While the list has strong geographical and cross industry representation, it’s somewhat unfortunate that a pre-requisite is that the global leaders’ businesses must have a market value of more than $1 billion. Yes, it’s a strong measure of success but the drive for global commercial growth doesn’t always sit comfortably with and can often stifle creativity and innovation, characteristics which can have a fundamental influence and impact upon business development and evolution.

Steve Jobs was not driven by commercial success but by product innovation, creativity and perfection but he achieved the success nonetheless. Jorge Paulo Lemann, co-founder of 3G Capital, who has the backing of Warren Buffet, is on Forbes list as much as anything for transforming mature brands into significant profit centres through razor sharp cost cutting and by ‘forcing managers to justify every single number on their budgets, every single year’. Good business, yes, global commercial success, yes, global game changer, hardly.
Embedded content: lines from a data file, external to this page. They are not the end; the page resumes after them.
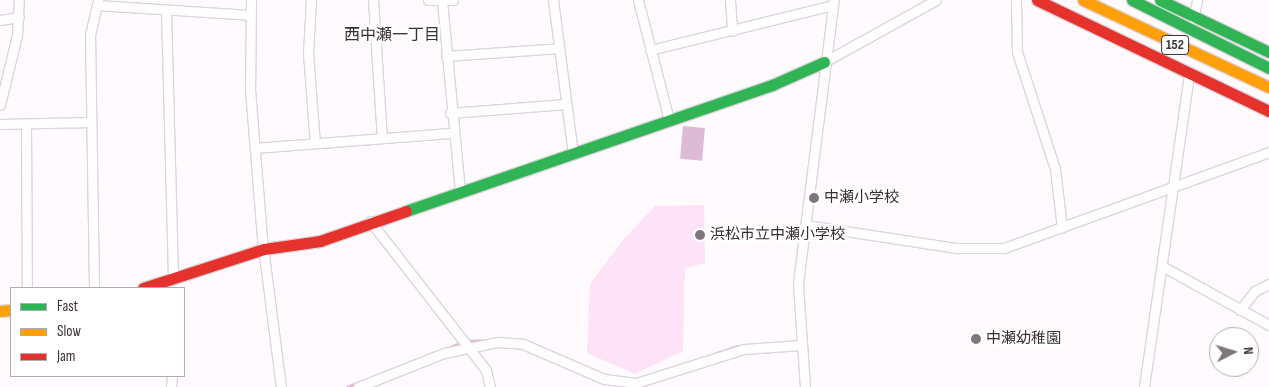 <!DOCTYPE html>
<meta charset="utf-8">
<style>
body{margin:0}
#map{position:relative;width:1269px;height:387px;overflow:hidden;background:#fefafd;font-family:"Sofia Sans Condensed","Noto Sans JP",sans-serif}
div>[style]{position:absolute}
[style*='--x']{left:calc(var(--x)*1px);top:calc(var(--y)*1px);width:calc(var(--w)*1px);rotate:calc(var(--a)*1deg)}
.green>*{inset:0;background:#fde2f8}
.water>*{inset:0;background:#ddbbd7;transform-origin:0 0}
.stream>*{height:2.5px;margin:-1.25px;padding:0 1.25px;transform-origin:1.25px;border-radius:1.25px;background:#ddbbd7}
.roads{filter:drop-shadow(1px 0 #ddd5dc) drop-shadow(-1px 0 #ddd5dc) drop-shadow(0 1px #ddd5dc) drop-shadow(0 -1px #ddd5dc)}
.street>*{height:9px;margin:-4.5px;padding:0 4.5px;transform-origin:4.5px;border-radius:4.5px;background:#fffeff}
.fast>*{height:11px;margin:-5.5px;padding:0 5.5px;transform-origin:5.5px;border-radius:5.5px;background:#30b455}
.slow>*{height:11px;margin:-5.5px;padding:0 5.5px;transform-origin:5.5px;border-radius:5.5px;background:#ff9f0a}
.jam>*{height:11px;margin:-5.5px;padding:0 5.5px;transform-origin:5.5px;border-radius:5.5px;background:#e5322d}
.dots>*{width:14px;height:14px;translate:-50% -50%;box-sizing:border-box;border:2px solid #fff;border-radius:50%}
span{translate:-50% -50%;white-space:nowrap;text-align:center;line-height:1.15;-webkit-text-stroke:5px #fff;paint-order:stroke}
.shield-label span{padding:1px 4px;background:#fff;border:1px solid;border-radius:4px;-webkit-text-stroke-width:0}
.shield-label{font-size:14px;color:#3a2e37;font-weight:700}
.poi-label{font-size:15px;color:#3a2e37}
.left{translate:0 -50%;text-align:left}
.neighbourhood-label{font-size:16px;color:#3a2e37}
.legend{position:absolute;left:10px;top:287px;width:175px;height:90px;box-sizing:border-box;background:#fff;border:1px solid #b0abaf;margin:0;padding:6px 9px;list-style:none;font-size:15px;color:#3a2e37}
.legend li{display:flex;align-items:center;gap:10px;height:25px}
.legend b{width:25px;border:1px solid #b0abaf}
.north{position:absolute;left:1209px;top:327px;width:50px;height:50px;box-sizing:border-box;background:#fff;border:1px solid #b0abaf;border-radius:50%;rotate:85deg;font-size:14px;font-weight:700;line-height:20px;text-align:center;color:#3a2e37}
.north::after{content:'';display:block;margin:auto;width:18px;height:22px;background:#7f757c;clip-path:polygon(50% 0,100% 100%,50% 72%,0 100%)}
</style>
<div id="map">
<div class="green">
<i style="clip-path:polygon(704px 205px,705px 263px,685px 268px,683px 351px,635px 374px,587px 353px,590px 284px,623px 240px,655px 206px)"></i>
</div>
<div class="water">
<i style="left:683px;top:126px;width:22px;height:33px;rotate:5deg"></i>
</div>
<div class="stream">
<i style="--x:469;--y:341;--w:18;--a:-3"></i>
<i style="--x:536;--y:345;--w:15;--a:23"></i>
<i style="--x:446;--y:349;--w:13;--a:-23"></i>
<i style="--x:708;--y:356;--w:31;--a:-19"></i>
<i style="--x:347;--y:387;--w:11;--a:-22"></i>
</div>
<div class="roads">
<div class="street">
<i style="--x:251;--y:0;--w:89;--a:90.6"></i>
<i style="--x:250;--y:89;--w:150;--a:85.4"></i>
<i style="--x:262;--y:239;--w:149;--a:82.7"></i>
<i style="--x:311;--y:0;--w:53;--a:93.2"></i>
<i style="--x:308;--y:53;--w:90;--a:85.6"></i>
<i style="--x:373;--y:0;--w:138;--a:86.3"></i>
<i style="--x:428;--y:0;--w:25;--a:0"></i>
<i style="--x:553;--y:0;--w:155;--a:82.6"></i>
<i style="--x:638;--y:0;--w:124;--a:75.5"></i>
<i style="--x:730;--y:0;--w:31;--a:86"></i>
<i style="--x:1016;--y:0;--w:52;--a:88.9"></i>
<i style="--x:1017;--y:52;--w:123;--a:72"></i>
<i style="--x:1055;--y:169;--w:59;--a:83.2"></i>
<i style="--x:442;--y:1;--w:192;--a:84.6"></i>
<i style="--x:97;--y:5;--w:153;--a:3.7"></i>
<i style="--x:166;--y:10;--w:268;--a:88.5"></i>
<i style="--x:1193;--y:18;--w:18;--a:-77"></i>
<i style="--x:0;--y:20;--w:19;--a:-9"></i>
<i style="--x:650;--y:50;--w:188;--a:-13.8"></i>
<i style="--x:446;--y:56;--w:113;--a:-4"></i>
<i style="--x:824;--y:62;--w:128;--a:-29"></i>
<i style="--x:0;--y:105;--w:72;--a:-76.3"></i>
<i style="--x:17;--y:35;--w:35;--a:-87"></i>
<i style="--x:450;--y:113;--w:116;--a:-4.4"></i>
<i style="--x:0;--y:124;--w:91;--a:-1.3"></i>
<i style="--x:26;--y:124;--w:164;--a:89.7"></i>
<i style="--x:255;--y:148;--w:198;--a:-4.4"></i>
<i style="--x:370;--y:221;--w:189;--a:52.1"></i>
<i style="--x:486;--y:370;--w:17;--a:77"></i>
<i style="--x:806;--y:225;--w:153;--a:8.7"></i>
<i style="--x:957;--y:248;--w:47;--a:0"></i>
<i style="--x:1004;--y:248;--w:282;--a:-19.9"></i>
<i style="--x:1162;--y:266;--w:122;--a:28.9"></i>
<i style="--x:94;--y:288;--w:253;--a:-90.9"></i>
<i style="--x:90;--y:35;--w:36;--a:-77"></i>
<i style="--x:1240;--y:310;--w:24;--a:-52"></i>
<i style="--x:1255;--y:291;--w:16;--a:-27"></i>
<i style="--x:171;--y:387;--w:11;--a:-85"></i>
<i style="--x:358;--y:387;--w:92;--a:-21.6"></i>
<i style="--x:444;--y:353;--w:54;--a:-11.7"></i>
<i style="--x:497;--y:342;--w:26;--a:4"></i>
<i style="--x:523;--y:344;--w:88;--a:23.4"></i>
<i style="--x:604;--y:379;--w:32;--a:7"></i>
<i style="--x:636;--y:383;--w:113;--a:-17.5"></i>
<i style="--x:744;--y:349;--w:57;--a:-4"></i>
<i style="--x:805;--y:387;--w:104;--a:-93.9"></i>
<i style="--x:798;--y:283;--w:285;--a:-82.8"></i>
<i style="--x:1144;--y:387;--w:317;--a:-81.8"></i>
</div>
<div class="fast">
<i style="--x:1132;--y:0;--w:153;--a:26.4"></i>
<i style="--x:1160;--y:0;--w:121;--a:25.5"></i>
<i style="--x:406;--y:211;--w:387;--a:-19"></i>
<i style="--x:772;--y:85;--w:57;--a:-23.9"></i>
</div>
<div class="slow">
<i style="--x:1083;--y:0;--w:205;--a:25.1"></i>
<i style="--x:0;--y:311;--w:11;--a:-5"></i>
</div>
<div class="jam">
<i style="--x:1037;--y:0;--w:257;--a:25.6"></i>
<i style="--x:143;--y:288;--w:127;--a:-17.9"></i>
<i style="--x:264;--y:249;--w:57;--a:-8.1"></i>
<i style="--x:320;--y:241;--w:91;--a:-19.2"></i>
</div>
</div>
<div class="dots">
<i style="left:814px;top:198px;background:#7f757c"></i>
<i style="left:700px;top:235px;background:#7f757c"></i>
<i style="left:976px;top:339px;background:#7f757c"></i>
</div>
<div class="shield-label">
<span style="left:1175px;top:45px">152</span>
</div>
<div class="poi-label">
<span class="left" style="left:824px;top:198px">中瀬小学校</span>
<span class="left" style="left:710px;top:235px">浜松市立中瀬小学校</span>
<span class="left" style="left:986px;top:339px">中瀬幼稚園</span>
</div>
<div class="neighbourhood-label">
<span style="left:392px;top:36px">西中瀬一丁目</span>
</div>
<ul class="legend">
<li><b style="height:6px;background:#30b455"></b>Fast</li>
<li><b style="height:6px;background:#ff9f0a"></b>Slow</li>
<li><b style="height:6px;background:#e5322d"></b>Jam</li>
</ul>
<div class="north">N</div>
</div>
Of course the digital world is represented in spades with more than a healthy representation from the health/pharmaceutical sector. Notable inclusions are Mark Zuckerberg and more pertinently his refusal to rest on his Facebook laurels as well as Illumina’s Jay Flately bringing the potential for real societal as well as business change by cutting the cost of DNA sequencing and the opportunity of having individualised medicine much closer. Now that would be a global game changer.

A stand out on this list for me is still Jeff Bezos, chief executive and founder of Amazon. It is an organisation and a CEO that has had its critics regarding its management style, but in terms of business evolution, ingenuity, creativity and flexibility to reach new markets and grow market share, it continues to deliver. In the process it is changing how we shop and is continuously evolving the retail environment.

What was books became retail, soon to be drones and grocery delivery. The company and its business leader looks at the market, sees the direction of travel, adapts the business model and the public follows suit - and it has some $110 billion of sales. And Bezos’ mantra is “We are comfortable planting seeds and waiting for them to grow into trees” - global game-changing seeds.

:: Claire Aiken is managing director of Belfast and Dublin-based public relations and public affairs company Aiken.